CATANIA – Si è concluso ieri presso il Plesso Centrale dell’I.C. “Campanella-Sturzo” (Viale Bummacaro, 8 – Librino) il Convegno del progetto Globesity. Mamme in cucina. Mangiare con gusto e muoversi in salute.

Presenti il dr. Giuseppe Giammanco, direttore generale dell’Asp di Catania; il dr. Salvatore Requirez, dirigente del Servizio 2 Dasoe (Dipartimento per le attività sanitarie e osservatorio epidemiologico); il dr. Angelo Lo Maglio, direttore generale del Cefpas; il dott. Angelo Villari, assessore all’armonia sociale e al welfare del Comune di Catania; il dott. Emilio Grasso, dirigente dell’Ufficio scolastico provinciale.

Avviato il 12 gennaio a Librino, Globesity è stato realizzato dalla Fei (Fondazione italiana per l’educazione alimentare) e dal Sian dell’Asp di Catania (Servizio igiene alimenti e nutrizione), con il patrocinio dall’Assessorato regionale alla Salute e del Cefpas, ed è stato dedicato alle mamme di Librino per la promozione della sana alimentazione e dell’attività fisica.

Sono state 45 le mamme coinvolte nel progetto, e 52 i bambini che hanno partecipato alle attività settimanali di gioco e movimento.

«Il progetto – spiega il dr.

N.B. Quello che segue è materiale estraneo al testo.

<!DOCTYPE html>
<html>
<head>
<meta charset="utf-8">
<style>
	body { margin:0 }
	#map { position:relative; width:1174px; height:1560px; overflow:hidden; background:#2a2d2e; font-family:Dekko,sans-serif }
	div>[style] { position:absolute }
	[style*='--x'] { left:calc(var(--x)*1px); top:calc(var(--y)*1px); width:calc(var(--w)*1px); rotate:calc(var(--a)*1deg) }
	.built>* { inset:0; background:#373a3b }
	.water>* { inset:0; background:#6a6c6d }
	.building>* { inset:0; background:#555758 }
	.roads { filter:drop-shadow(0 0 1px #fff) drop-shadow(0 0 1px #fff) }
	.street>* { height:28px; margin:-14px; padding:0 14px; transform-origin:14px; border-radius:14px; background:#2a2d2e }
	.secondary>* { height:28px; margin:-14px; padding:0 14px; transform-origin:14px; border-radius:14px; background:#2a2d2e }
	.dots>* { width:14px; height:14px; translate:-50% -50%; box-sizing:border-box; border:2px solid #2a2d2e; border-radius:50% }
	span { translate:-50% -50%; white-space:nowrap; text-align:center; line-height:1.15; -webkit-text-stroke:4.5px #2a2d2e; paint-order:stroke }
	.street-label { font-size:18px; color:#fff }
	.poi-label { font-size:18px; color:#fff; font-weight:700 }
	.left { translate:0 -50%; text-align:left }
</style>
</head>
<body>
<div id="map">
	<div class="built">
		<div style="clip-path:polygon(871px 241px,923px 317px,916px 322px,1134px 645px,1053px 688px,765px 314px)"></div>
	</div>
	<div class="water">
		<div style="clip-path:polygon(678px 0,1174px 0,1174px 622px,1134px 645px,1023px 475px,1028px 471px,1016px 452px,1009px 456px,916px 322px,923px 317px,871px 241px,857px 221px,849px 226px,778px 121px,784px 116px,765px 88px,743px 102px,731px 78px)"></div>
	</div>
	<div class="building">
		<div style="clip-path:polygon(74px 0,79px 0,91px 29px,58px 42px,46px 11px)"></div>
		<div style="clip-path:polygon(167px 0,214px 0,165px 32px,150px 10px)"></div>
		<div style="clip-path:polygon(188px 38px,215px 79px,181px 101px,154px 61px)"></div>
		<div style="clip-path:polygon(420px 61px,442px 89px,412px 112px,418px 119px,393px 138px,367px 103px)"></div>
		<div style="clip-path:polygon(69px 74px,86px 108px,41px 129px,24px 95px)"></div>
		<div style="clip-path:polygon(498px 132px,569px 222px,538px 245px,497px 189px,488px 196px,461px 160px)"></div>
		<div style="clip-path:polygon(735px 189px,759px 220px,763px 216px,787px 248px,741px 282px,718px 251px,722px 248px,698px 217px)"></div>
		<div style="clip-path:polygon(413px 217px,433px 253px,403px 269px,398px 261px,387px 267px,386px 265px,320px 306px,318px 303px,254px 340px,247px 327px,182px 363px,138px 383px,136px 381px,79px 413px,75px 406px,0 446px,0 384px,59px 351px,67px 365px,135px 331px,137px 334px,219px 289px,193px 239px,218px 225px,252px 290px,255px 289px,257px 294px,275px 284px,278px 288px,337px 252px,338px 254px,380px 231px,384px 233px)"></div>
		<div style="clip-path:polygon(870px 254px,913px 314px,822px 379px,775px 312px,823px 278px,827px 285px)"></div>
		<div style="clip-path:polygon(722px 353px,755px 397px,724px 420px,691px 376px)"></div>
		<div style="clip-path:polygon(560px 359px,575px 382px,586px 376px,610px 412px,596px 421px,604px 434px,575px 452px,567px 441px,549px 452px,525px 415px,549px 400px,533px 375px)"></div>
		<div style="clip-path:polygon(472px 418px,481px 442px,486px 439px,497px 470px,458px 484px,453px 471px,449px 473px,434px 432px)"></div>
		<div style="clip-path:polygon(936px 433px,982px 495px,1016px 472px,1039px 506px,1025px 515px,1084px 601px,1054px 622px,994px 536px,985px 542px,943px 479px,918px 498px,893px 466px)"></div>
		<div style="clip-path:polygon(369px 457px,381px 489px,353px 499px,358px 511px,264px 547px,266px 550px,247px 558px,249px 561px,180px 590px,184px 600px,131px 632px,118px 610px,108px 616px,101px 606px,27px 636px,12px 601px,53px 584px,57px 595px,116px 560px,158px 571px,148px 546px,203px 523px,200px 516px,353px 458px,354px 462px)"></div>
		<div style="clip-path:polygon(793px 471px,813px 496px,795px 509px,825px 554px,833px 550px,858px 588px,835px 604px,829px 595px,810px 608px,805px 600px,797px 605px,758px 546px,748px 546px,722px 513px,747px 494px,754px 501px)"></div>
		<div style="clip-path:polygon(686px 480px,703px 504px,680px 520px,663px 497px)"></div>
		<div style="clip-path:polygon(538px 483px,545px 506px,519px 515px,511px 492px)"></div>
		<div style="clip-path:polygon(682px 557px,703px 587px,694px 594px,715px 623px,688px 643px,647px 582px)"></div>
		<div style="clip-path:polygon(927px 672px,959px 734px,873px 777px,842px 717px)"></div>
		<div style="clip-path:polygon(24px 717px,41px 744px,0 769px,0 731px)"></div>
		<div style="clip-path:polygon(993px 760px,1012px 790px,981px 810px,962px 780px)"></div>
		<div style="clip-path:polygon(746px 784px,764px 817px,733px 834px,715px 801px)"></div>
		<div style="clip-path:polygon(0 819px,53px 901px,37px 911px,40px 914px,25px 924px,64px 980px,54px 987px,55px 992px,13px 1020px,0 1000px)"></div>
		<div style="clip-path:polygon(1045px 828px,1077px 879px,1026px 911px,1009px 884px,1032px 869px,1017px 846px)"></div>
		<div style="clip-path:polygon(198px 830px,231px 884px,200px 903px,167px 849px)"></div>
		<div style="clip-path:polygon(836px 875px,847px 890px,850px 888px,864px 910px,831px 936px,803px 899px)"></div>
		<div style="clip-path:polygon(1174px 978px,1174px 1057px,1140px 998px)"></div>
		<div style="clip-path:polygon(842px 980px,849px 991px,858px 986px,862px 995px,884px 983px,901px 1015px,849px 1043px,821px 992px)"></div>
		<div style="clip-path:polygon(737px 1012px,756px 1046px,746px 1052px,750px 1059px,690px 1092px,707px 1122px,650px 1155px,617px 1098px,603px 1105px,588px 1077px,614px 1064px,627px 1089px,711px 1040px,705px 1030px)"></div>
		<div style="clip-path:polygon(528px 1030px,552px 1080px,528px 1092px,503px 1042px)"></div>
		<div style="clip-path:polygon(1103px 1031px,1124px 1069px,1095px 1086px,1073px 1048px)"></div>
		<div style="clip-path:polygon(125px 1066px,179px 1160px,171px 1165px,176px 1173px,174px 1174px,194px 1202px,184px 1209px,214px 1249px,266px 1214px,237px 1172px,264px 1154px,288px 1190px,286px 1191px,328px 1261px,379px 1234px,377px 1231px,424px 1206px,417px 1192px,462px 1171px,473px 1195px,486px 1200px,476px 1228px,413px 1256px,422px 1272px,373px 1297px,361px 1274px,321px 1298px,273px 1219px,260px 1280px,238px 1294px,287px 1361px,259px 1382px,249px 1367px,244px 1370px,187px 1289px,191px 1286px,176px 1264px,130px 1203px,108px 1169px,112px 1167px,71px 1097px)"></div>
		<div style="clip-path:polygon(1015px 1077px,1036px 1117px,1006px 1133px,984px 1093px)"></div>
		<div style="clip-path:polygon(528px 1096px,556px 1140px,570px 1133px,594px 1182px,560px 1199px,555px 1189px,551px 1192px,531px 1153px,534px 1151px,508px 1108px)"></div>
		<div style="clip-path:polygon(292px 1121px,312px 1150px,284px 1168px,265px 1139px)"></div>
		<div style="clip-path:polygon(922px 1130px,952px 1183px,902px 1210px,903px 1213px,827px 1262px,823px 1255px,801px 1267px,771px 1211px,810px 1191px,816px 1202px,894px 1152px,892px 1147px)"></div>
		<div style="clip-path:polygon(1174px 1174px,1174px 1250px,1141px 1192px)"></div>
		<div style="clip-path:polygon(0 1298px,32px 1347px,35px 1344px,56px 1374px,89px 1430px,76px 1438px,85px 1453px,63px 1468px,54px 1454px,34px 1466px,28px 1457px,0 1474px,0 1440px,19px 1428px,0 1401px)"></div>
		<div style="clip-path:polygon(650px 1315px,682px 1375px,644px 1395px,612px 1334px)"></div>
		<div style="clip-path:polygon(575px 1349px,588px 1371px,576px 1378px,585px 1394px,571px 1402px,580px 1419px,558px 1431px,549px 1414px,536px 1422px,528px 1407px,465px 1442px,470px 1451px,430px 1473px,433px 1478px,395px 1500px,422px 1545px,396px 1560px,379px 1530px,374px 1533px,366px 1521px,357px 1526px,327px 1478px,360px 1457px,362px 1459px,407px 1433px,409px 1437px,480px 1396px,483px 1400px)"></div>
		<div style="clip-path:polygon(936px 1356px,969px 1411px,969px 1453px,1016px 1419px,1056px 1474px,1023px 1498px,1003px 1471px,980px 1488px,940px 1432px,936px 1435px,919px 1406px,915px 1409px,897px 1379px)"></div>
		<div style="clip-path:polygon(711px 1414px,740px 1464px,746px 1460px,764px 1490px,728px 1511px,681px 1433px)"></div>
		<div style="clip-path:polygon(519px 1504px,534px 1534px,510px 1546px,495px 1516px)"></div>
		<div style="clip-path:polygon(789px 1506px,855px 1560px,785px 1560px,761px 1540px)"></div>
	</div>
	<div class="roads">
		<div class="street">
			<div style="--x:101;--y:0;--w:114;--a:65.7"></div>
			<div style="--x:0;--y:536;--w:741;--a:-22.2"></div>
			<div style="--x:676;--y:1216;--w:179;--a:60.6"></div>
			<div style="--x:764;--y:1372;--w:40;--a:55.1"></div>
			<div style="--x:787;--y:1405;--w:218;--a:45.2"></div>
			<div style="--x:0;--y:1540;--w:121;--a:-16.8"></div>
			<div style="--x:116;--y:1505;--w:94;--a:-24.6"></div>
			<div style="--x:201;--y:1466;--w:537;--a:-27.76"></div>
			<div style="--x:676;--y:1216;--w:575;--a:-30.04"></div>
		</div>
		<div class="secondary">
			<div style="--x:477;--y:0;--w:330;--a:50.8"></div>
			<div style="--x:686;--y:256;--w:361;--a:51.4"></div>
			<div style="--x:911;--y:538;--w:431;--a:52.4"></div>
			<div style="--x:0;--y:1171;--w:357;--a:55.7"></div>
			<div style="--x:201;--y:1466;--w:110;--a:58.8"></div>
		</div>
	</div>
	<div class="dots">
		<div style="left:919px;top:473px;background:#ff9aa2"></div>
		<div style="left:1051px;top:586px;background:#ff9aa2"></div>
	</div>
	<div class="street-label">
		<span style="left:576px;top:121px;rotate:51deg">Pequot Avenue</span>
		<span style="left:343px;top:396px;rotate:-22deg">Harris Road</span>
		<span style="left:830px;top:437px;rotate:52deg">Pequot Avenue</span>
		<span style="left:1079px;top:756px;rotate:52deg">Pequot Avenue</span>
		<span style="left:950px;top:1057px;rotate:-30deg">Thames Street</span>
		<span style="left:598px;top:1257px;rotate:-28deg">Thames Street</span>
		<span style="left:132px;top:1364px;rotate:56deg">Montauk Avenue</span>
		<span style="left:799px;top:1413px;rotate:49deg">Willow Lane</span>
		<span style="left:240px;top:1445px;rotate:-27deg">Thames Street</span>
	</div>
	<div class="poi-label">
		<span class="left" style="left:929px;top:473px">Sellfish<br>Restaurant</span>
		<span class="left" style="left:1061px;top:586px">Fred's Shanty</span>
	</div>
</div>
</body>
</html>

Giuseppe Giammanco, manager dell’Asp di Catania -, in linea con le indicazioni regionali, è stato individuato come progetto pilota di prevenzione primaria. Le attività realizzate, basate sui principi della dieta mediterranea e del movimento, sono state orientate ad arginare il fenomeno sovrappeso/obesità, che molte volte sfocia in altre malattie. Siamo soddisfatti per i risultati raggiunti».

Inoltre, nel pomeriggio, presso il Plesso Centrale dell’I.O. “Pestalozzi” (Villaggio S. Agata Zona A Librino), si è svolta la manifestazione “Mamme e Bimbi in Movimento”.

«Abbiamo offerto, a giovani mamme – aggiunge la dr.ssa Elena Alonzo direttore del Sian – un articolato percorso formativo teorico-pratico di promozione di stili di vita salutari, strutturato in 10 moduli di 3 ore ciascuno, che ha visto la partecipazione di diversi partner, con i quali sono state realizzate efficaci collaborazioni».

La rete progettuale è stata composta da: Associazione Amici del Cuore, Aspic (Associazione italiana counseling e cultura), Associazione Italiana Dilettantistica-Pgs; Associazione Talità Kum, Csi (Centro sportivo italiano), Club Service Lions Faro Biscari, Globus Magazine, Istituto comprensivo “Campanella-Sturzo”, Istituto omnicomprensivo “Pestalozzi”, Janssen.

I corsi si sono svolti in quattro sedi: all’Istituto “Pestalozzi”, che ha messo a disposizione sia la cucina didattica (per le mamme), sia la palestra (per i bambini); presso la sede dell’associazione Talità Kum e il Palanitta, che hanno messo a disposizione le loro strutture sportive e multifunzionali; e presso la cucina didattica dell’Asp di Catania sita in Via Santo Bambino.

Alle mamme coinvolte nel progetto è stata inoltre offerta la possibilità di integrare il corso pratico-esperienziale con un percorso motivazionale breve al cambiamento di 8 incontri, sia individuali sia di gruppo.